Optimizing molecular signatures for predicting prostate cancer recurrence

Yijun Sun, Steve Goodison

Research output: Contribution to journalArticlepeer-review

46 Scopus citations


BACKGROUND. The derivation of molecular signatures indicative of disease status and predictive of subsequent behavior could facilitate the optimal choice of treatment for prostate cancer patients. METHODS. In this study, we conducted a computational analysis of gene expression profile data obtained from 79 cases, 39 of which were classified as having disease recurrence, to investigate whether advanced computational algorithms can derive more accurate prognostic signatures for prostate cancer.
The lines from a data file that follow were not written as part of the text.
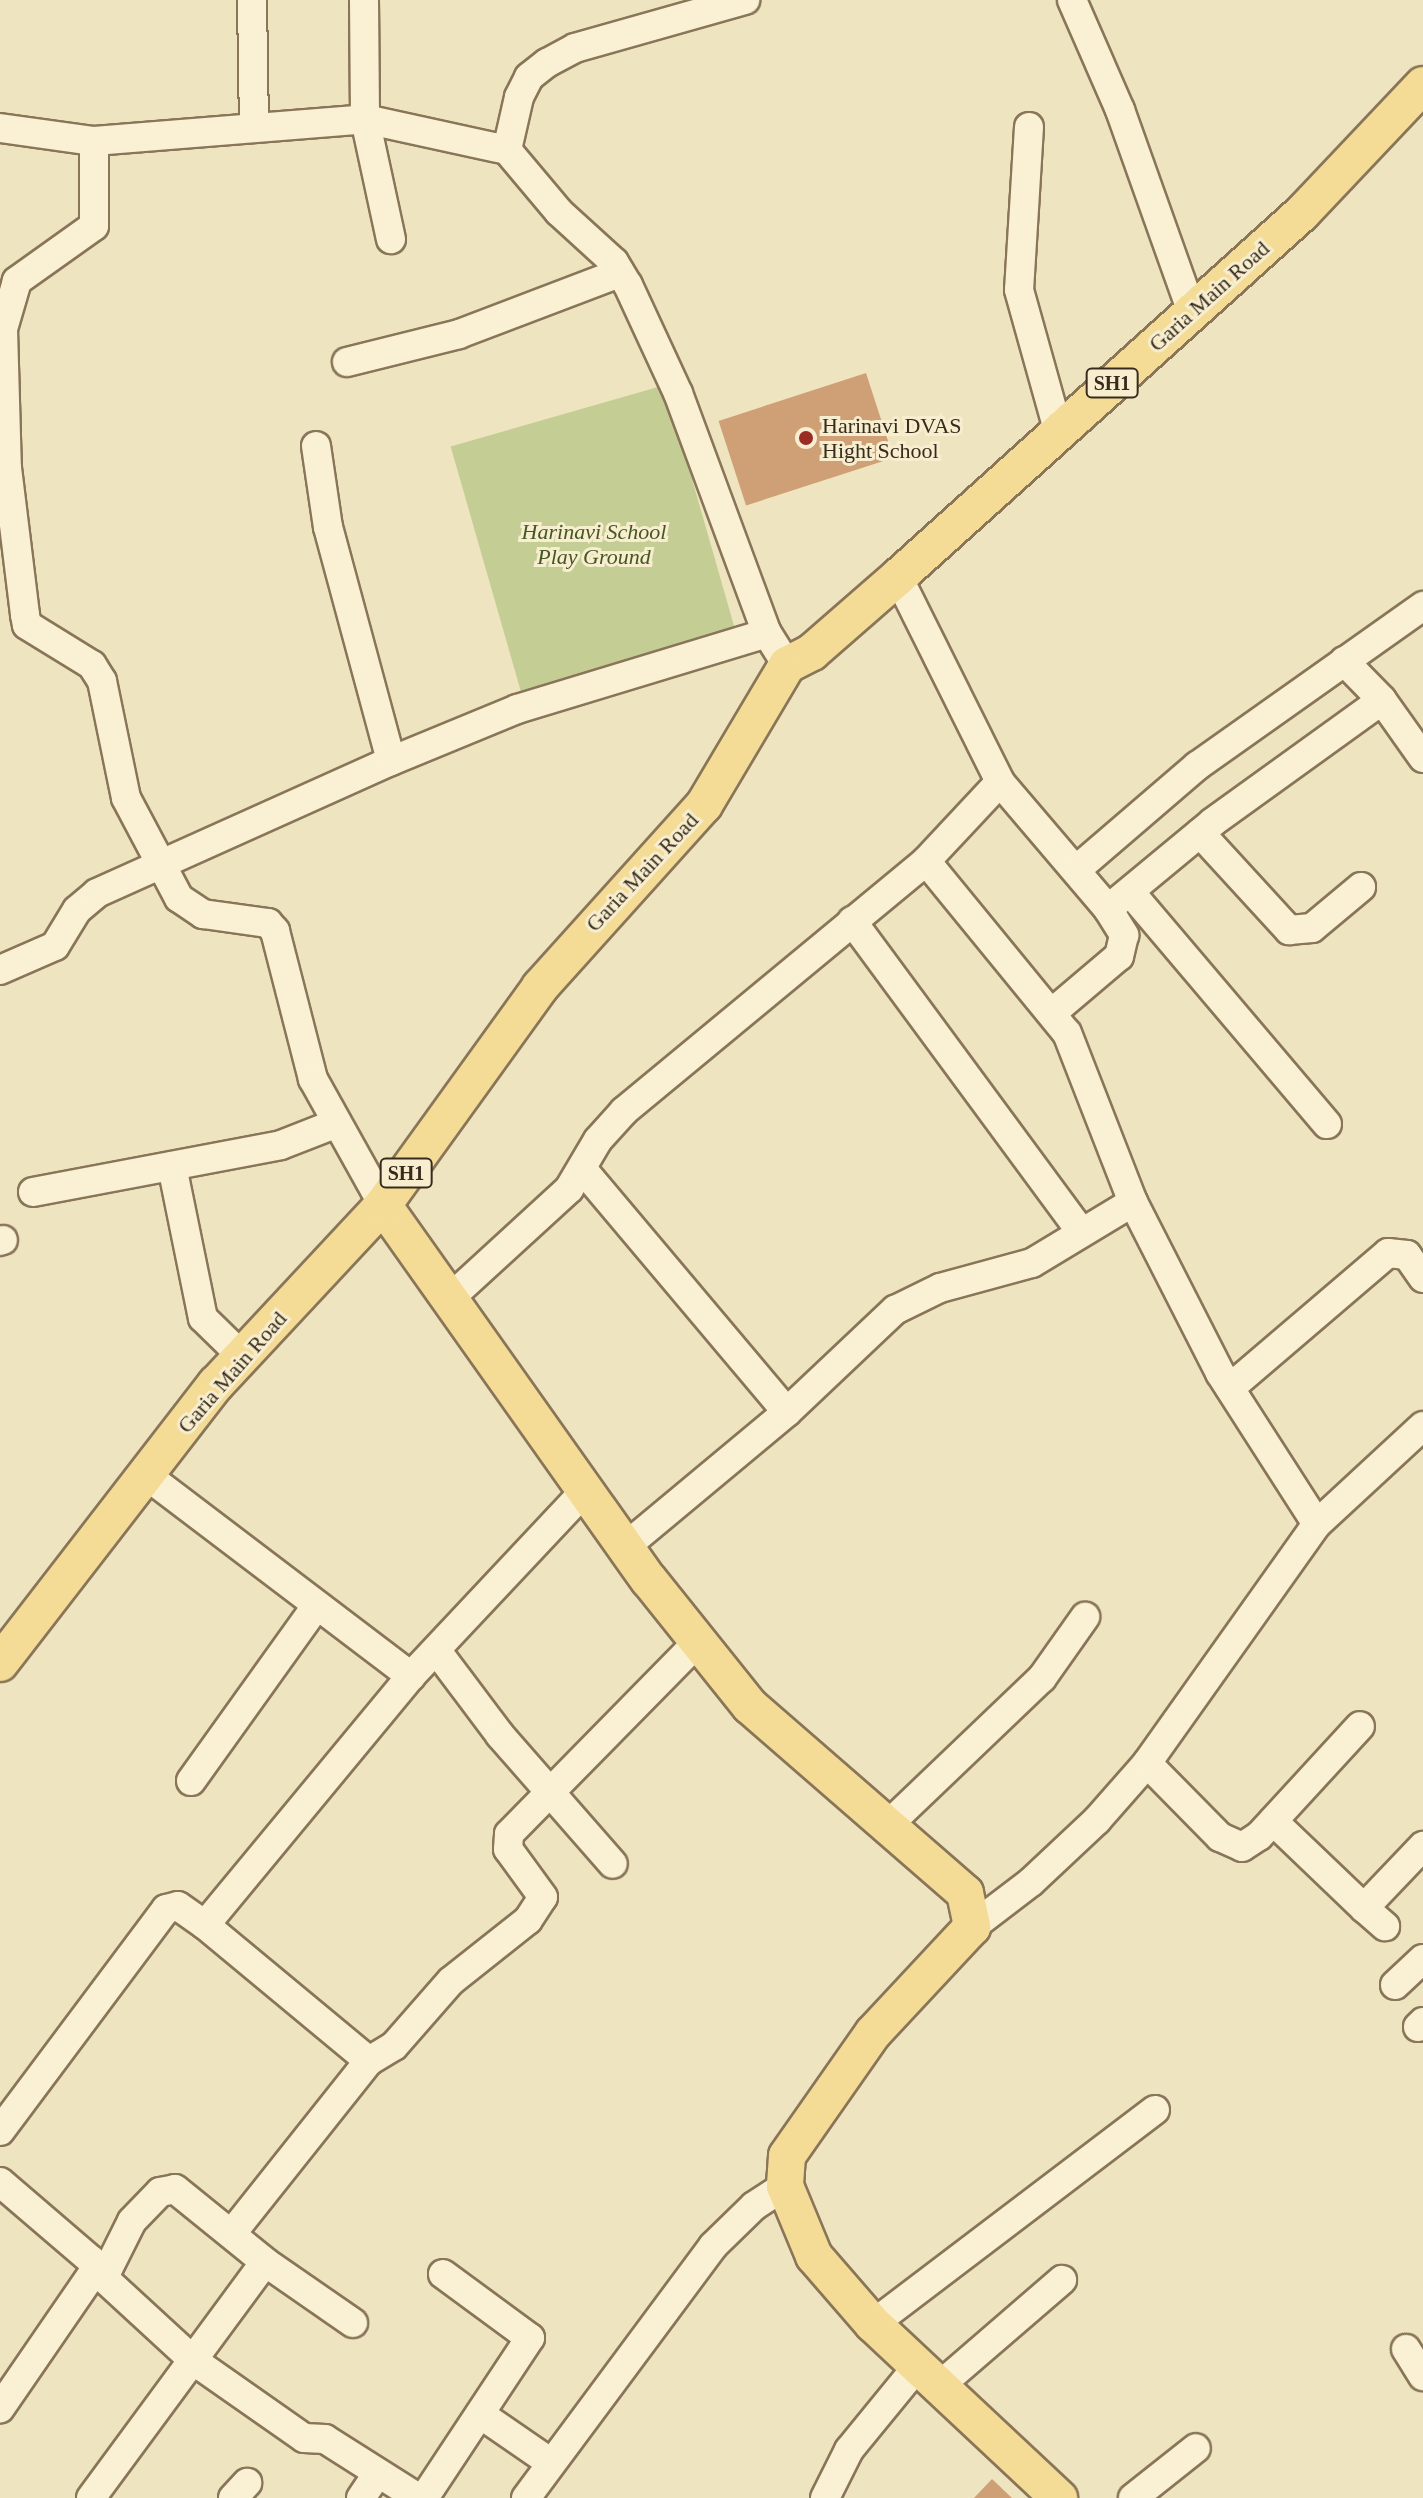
<!DOCTYPE html>
<style>
body{margin:0}
#map{position:relative;width:1423px;height:2498px;overflow:hidden;background:#efe4c0;font-family:Georgia,serif}
div>[style]{position:absolute}
.green>*{inset:0;background:#c4ce94;transform-origin:0 0}
.building>*{inset:0;background:#cf9f75;transform-origin:0 0}
.roads{filter:drop-shadow(2px 0 #897558) drop-shadow(-2px 0 #897558) drop-shadow(0 2px #897558) drop-shadow(0 -2px #897558)}
.minor>*{height:28px;margin:-14px;padding:0 14px;transform-origin:14px;border-radius:14px;background:#faf1d4}
.major>*{height:36px;margin:-18px;padding:0 18px;transform-origin:18px;border-radius:18px;background:#f4dc97}
.dots>*{width:22px;height:22px;translate:-50% -50%;box-sizing:border-box;border:4px solid #f7eed0;border-radius:50%}
span{translate:-50% -50%;white-space:nowrap;text-align:center;line-height:1.15;-webkit-text-stroke:6px #f7eed0;paint-order:stroke}
.shield-label span{padding:2px 6px;background:#f7eed0;border:2px solid;border-radius:6px;-webkit-text-stroke-width:0}
.shield-label{font-size:20px;color:#382b1d;font-weight:700}
.street-label{font-size:22px;color:#382b1d}
.poi-label{font-size:22px;color:#382b1d}
.left{translate:0 -50%;text-align:left}
.park-label{font-size:22px;color:#465622;font-style:italic}
</style>
<div id="map">
<div class="green">
<div style="left:665px;top:385px;width:259px;height:223px;rotate:74deg"></div>
</div>
<div class="building">
<div style="left:866px;top:373px;width:89px;height:155px;rotate:72deg"></div>
<div style="clip-path:polygon(992px 2479px,1012px 2498px,974px 2498px)"></div>
</div>
<div class="roads">
<div class="minor">
<div style="left:252px;top:0;width:128px;rotate:89.1deg"></div>
<div style="left:364px;top:0;width:119px;rotate:89.5deg"></div>
<div style="left:365px;top:119px;width:123px;rotate:77.8deg"></div>
<div style="left:1072px;top:0;width:120px;rotate:66.4deg"></div>
<div style="left:1120px;top:110px;width:214px;rotate:70.4deg"></div>
<div style="left:1029px;top:127px;width:163px;rotate:93.5deg"></div>
<div style="left:1019px;top:290px;width:148px;rotate:74.4deg"></div>
<div style="left:0;top:128px;width:95px;rotate:7.9deg"></div>
<div style="left:94px;top:141px;width:272px;rotate:-4.6deg"></div>
<div style="left:365px;top:119px;width:145px;rotate:12.3deg"></div>
<div style="left:507px;top:150px;width:81px;rotate:50deg"></div>
<div style="left:559px;top:212px;width:74px;rotate:42.3deg"></div>
<div style="left:614px;top:262px;width:27px;rotate:59deg"></div>
<div style="left:628px;top:285px;width:119px;rotate:65.2deg"></div>
<div style="left:678px;top:393px;width:256px;rotate:69.7deg"></div>
<div style="left:767px;top:633px;width:38px;rotate:58deg"></div>
<div style="left:94px;top:141px;width:85px;rotate:90deg"></div>
<div style="left:94px;top:226px;width:95px;rotate:144.5deg"></div>
<div style="left:17px;top:281px;width:50px;rotate:106.3deg"></div>
<div style="left:3px;top:329px;width:139px;rotate:88.4deg"></div>
<div style="left:7px;top:468px;width:148px;rotate:83deg"></div>
<div style="left:25px;top:615px;width:10px;rotate:79deg"></div>
<div style="left:27px;top:625px;width:76px;rotate:31.6deg"></div>
<div style="left:92px;top:665px;width:19px;rotate:58deg"></div>
<div style="left:102px;top:681px;width:119px;rotate:78.4deg"></div>
<div style="left:126px;top:798px;width:113px;rotate:62.1deg"></div>
<div style="left:179px;top:898px;width:29px;rotate:34deg"></div>
<div style="left:203px;top:914px;width:66px;rotate:7.9deg"></div>
<div style="left:268px;top:923px;width:11px;rotate:49deg"></div>
<div style="left:275px;top:931px;width:153px;rotate:75.6deg"></div>
<div style="left:313px;top:1079px;width:144px;rotate:60.9deg"></div>
<div style="left:507px;top:150px;width:54px;rotate:-77.2deg"></div>
<div style="left:519px;top:97px;width:22px;rotate:-63deg"></div>
<div style="left:529px;top:77px;width:23px;rotate:-38deg"></div>
<div style="left:547px;top:63px;width:32px;rotate:-28deg"></div>
<div style="left:575px;top:48px;width:177px;rotate:-15.8deg"></div>
<div style="left:347px;top:362px;width:115px;rotate:-14deg"></div>
<div style="left:459px;top:334px;width:172px;rotate:-20.8deg"></div>
<div style="left:316px;top:446px;width:82px;rotate:81.6deg"></div>
<div style="left:328px;top:527px;width:242px;rotate:74.9deg"></div>
<div style="left:898px;top:577px;width:229px;rotate:63.5deg"></div>
<div style="left:1000px;top:782px;width:167px;rotate:49.6deg"></div>
<div style="left:1108px;top:909px;width:31px;rotate:58deg"></div>
<div style="left:1124px;top:935px;width:22px;rotate:103deg"></div>
<div style="left:1119px;top:956px;width:87px;rotate:139.7deg"></div>
<div style="left:1344px;top:661px;width:54px;rotate:45.7deg"></div>
<div style="left:1382px;top:700px;width:71px;rotate:54.7deg"></div>
<div style="left:1200px;top:833px;width:132px;rotate:47.5deg"></div>
<div style="left:1289px;top:930px;width:23px;rotate:-5deg"></div>
<div style="left:1312px;top:928px;width:64px;rotate:-39.9deg"></div>
<div style="left:926px;top:861px;width:222px;rotate:50.7deg"></div>
<div style="left:1067px;top:1033px;width:181px;rotate:68.7deg"></div>
<div style="left:1133px;top:1202px;width:192px;rotate:63deg"></div>
<div style="left:1220px;top:1373px;width:179px;rotate:57.3deg"></div>
<div style="left:1076px;top:870px;width:160px;rotate:-40.7deg"></div>
<div style="left:1197px;top:766px;width:277px;rotate:-35.3deg"></div>
<div style="left:1131px;top:893px;width:303px;rotate:49.7deg"></div>
<div style="left:1108px;top:909px;width:136px;rotate:-39.6deg"></div>
<div style="left:1213px;top:822px;width:208px;rotate:-35.8deg"></div>
<div style="left:852px;top:921px;width:386px;rotate:53.6deg"></div>
<div style="left:0;top:970px;width:60px;rotate:-23.6deg"></div>
<div style="left:55px;top:946px;width:42px;rotate:-58.6deg"></div>
<div style="left:77px;top:910px;width:26px;rotate:-40deg"></div>
<div style="left:97px;top:893px;width:322px;rotate:-24.2deg"></div>
<div style="left:391px;top:761px;width:136px;rotate:-22.4deg"></div>
<div style="left:517px;top:709px;width:261px;rotate:-16.9deg"></div>
<div style="left:172px;top:1166px;width:155px;rotate:78.5deg"></div>
<div style="left:203px;top:1318px;width:54px;rotate:44.3deg"></div>
<div style="left:584px;top:1171px;width:315px;rotate:49.9deg"></div>
<div style="left:33px;top:1192px;width:252px;rotate:-10.7deg"></div>
<div style="left:281px;top:1145px;width:60px;rotate:-21.4deg"></div>
<div style="left:0;top:1241px;width:3px;rotate:-18deg"></div>
<div style="left:449px;top:1299px;width:163px;rotate:-42.5deg"></div>
<div style="left:569px;top:1189px;width:57px;rotate:-59.4deg"></div>
<div style="left:598px;top:1140px;width:39px;rotate:-48deg"></div>
<div style="left:624px;top:1111px;width:392px;rotate:-39.6deg"></div>
<div style="left:926px;top:861px;width:108px;rotate:-46.9deg"></div>
<div style="left:1230px;top:1388px;width:208px;rotate:-40.5deg"></div>
<div style="left:1388px;top:1253px;width:19px;rotate:6deg"></div>
<div style="left:1407px;top:1255px;width:28px;rotate:55deg"></div>
<div style="left:146px;top:1475px;width:333px;rotate:37.2deg"></div>
<div style="left:625px;top:1547px;width:211px;rotate:-39.8deg"></div>
<div style="left:787px;top:1412px;width:149px;rotate:-43.4deg"></div>
<div style="left:895px;top:1310px;width:50px;rotate:-26.1deg"></div>
<div style="left:940px;top:1288px;width:95px;rotate:-15.2deg"></div>
<div style="left:1032px;top:1263px;width:118px;rotate:-31.1deg"></div>
<div style="left:437px;top:1651px;width:105px;rotate:53.1deg"></div>
<div style="left:500px;top:1735px;width:171px;rotate:48.8deg"></div>
<div style="left:1147px;top:1763px;width:104px;rotate:45.4deg"></div>
<div style="left:1220px;top:1837px;width:24px;rotate:24deg"></div>
<div style="left:1242px;top:1847px;width:20px;rotate:-33deg"></div>
<div style="left:1259px;top:1836px;width:149px;rotate:-47.4deg"></div>
<div style="left:191px;top:1781px;width:216px;rotate:-54.4deg"></div>
<div style="left:1273px;top:1821px;width:126px;rotate:43.7deg"></div>
<div style="left:1364px;top:1908px;width:86px;rotate:-46.4deg"></div>
<div style="left:887px;top:1826px;width:214px;rotate:-43.7deg"></div>
<div style="left:1042px;top:1678px;width:75px;rotate:-54.8deg"></div>
<div style="left:1364px;top:1908px;width:28px;rotate:41deg"></div>
<div style="left:972px;top:1927px;width:74px;rotate:-37.3deg"></div>
<div style="left:1031px;top:1882px;width:91px;rotate:-43.2deg"></div>
<div style="left:1097px;top:1820px;width:76px;rotate:-48.7deg"></div>
<div style="left:1147px;top:1763px;width:293px;rotate:-54.6deg"></div>
<div style="left:1317px;top:1524px;width:144px;rotate:-42.8deg"></div>
<div style="left:1395px;top:1985px;width:38px;rotate:-43deg"></div>
<div style="left:1418px;top:2027px;width:7px;rotate:-45deg"></div>
<div style="left:369px;top:2061px;width:213px;rotate:-140.3deg"></div>
<div style="left:205px;top:1925px;width:323px;rotate:-50.4deg"></div>
<div style="left:411px;top:1676px;width:254px;rotate:-46.8deg"></div>
<div style="left:0;top:2131px;width:277px;rotate:-53.2deg"></div>
<div style="left:166px;top:1909px;width:12px;rotate:-14deg"></div>
<div style="left:178px;top:1906px;width:33px;rotate:35deg"></div>
<div style="left:0;top:2182px;width:120px;rotate:40.6deg"></div>
<div style="left:91px;top:2260px;width:11px;rotate:68deg"></div>
<div style="left:95px;top:2270px;width:168px;rotate:124.5deg"></div>
<div style="left:232px;top:2233px;width:220px;rotate:-51.5deg"></div>
<div style="left:369px;top:2061px;width:29px;rotate:-31deg"></div>
<div style="left:394px;top:2046px;width:86px;rotate:-48.8deg"></div>
<div style="left:451px;top:1981px;width:98px;rotate:-38.4deg"></div>
<div style="left:528px;top:1920px;width:27px;rotate:-57deg"></div>
<div style="left:543px;top:1897px;width:59px;rotate:-126.1deg"></div>
<div style="left:508px;top:1849px;width:15px;rotate:-86deg"></div>
<div style="left:509px;top:1834px;width:269px;rotate:-45.5deg"></div>
<div style="left:95px;top:2270px;width:134px;rotate:42.6deg"></div>
<div style="left:194px;top:2361px;width:134px;rotate:35deg"></div>
<div style="left:304px;top:2438px;width:21px;rotate:3deg"></div>
<div style="left:325px;top:2439px;width:110px;rotate:32.4deg"></div>
<div style="left:105px;top:2275px;width:60px;rotate:-63.4deg"></div>
<div style="left:132px;top:2221px;width:40px;rotate:-46deg"></div>
<div style="left:160px;top:2192px;width:15px;rotate:-11deg"></div>
<div style="left:175px;top:2189px;width:116px;rotate:39deg"></div>
<div style="left:265px;top:2262px;width:107px;rotate:34.7deg"></div>
<div style="left:873px;top:2324px;width:354px;rotate:-37.2deg"></div>
<div style="left:1406px;top:2349px;width:32px;rotate:58deg"></div>
<div style="left:938px;top:2387px;width:164px;rotate:-40.8deg"></div>
<div style="left:480px;top:2414px;width:86px;rotate:34.6deg"></div>
<div style="left:91px;top:2498px;width:293px;rotate:-53.6deg"></div>
<div style="left:233px;top:2498px;width:21px;rotate:-47deg"></div>
<div style="left:361px;top:2498px;width:30px;rotate:-56deg"></div>
<div style="left:424px;top:2498px;width:192px;rotate:-56.5deg"></div>
<div style="left:530px;top:2338px;width:108px;rotate:-143.7deg"></div>
<div style="left:526px;top:2498px;width:314px;rotate:-53.4deg"></div>
<div style="left:713px;top:2246px;width:57px;rotate:-44.3deg"></div>
<div style="left:754px;top:2206px;width:37px;rotate:-33deg"></div>
<div style="left:825px;top:2498px;width:54px;rotate:-63.4deg"></div>
<div style="left:849px;top:2450px;width:107px;rotate:-50.7deg"></div>
<div style="left:1133px;top:2498px;width:80px;rotate:-38.4deg"></div>
</div>
<div class="major">
<div style="left:383px;top:1205px;width:460px;rotate:54.7deg"></div>
<div style="left:649px;top:1580px;width:161px;rotate:51.3deg"></div>
<div style="left:750px;top:1706px;width:285px;rotate:41deg"></div>
<div style="left:965px;top:1893px;width:35px;rotate:78deg"></div>
<div style="left:972px;top:1927px;width:145px;rotate:133deg"></div>
<div style="left:873px;top:2033px;width:150px;rotate:125deg"></div>
<div style="left:787px;top:2156px;width:30px;rotate:94deg"></div>
<div style="left:785px;top:2186px;width:76px;rotate:67.5deg"></div>
<div style="left:814px;top:2256px;width:90px;rotate:49.1deg"></div>
<div style="left:873px;top:2324px;width:255px;rotate:43.1deg"></div>
<div style="left:0;top:1663px;width:353px;rotate:-52.3deg"></div>
<div style="left:216px;top:1384px;width:245px;rotate:-47deg"></div>
<div style="left:383px;top:1205px;width:269px;rotate:-54.2deg"></div>
<div style="left:540px;top:987px;width:245px;rotate:-48deg"></div>
<div style="left:704px;top:805px;width:163px;rotate:-59.3deg"></div>
<div style="left:787px;top:665px;width:28px;rotate:-27deg"></div>
<div style="left:812px;top:652px;width:114px;rotate:-41.1deg"></div>
<div style="left:898px;top:577px;width:544px;rotate:-42.02deg"></div>
<div style="left:1302px;top:213px;width:176px;rotate:-46.6deg"></div>
</div>
</div>
<div class="dots">
<div style="left:806px;top:438px;background:#9a2b25"></div>
</div>
<div class="shield-label">
<span style="left:1112px;top:383px">SH1</span>
<span style="left:406px;top:1173px">SH1</span>
</div>
<div class="street-label">
<span style="left:1209px;top:296px;rotate:-42deg">Garia Main Road</span>
<span style="left:642px;top:872px;rotate:-47deg">Garia Main Road</span>
<span style="left:232px;top:1372px;rotate:-49deg">Garia Main Road</span>
</div>
<div class="poi-label">
<span class="left" style="left:822px;top:438px">Harinavi DVAS<br>Hight School</span>
</div>
<div class="park-label">
<span style="left:594px;top:544px">Harinavi School<br>Play Ground</span>
</div>
</div>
RESULTS. At the 90% sensitivity level, a newly derived prognostic genetic signature achieved 85% specificity. This is the first reported genetic signature to outperform a clinically used postoperative nomogram. Furthermore, a hybrid prognostic signature derived by combination of the nomogram and gene expression data significantly outperformed both genetic and clinical signatures, and achieved a specificity of 95%. CONCLUSIONS. Our study demonstrates the feasibility of utilizing gene expression information for highly accurate prostate cancer prognosis beyond the current clinical systems, and shows that more advanced computational modeling of tissue-derived microarray data is warranted before clinical application of molecular signatures is considered.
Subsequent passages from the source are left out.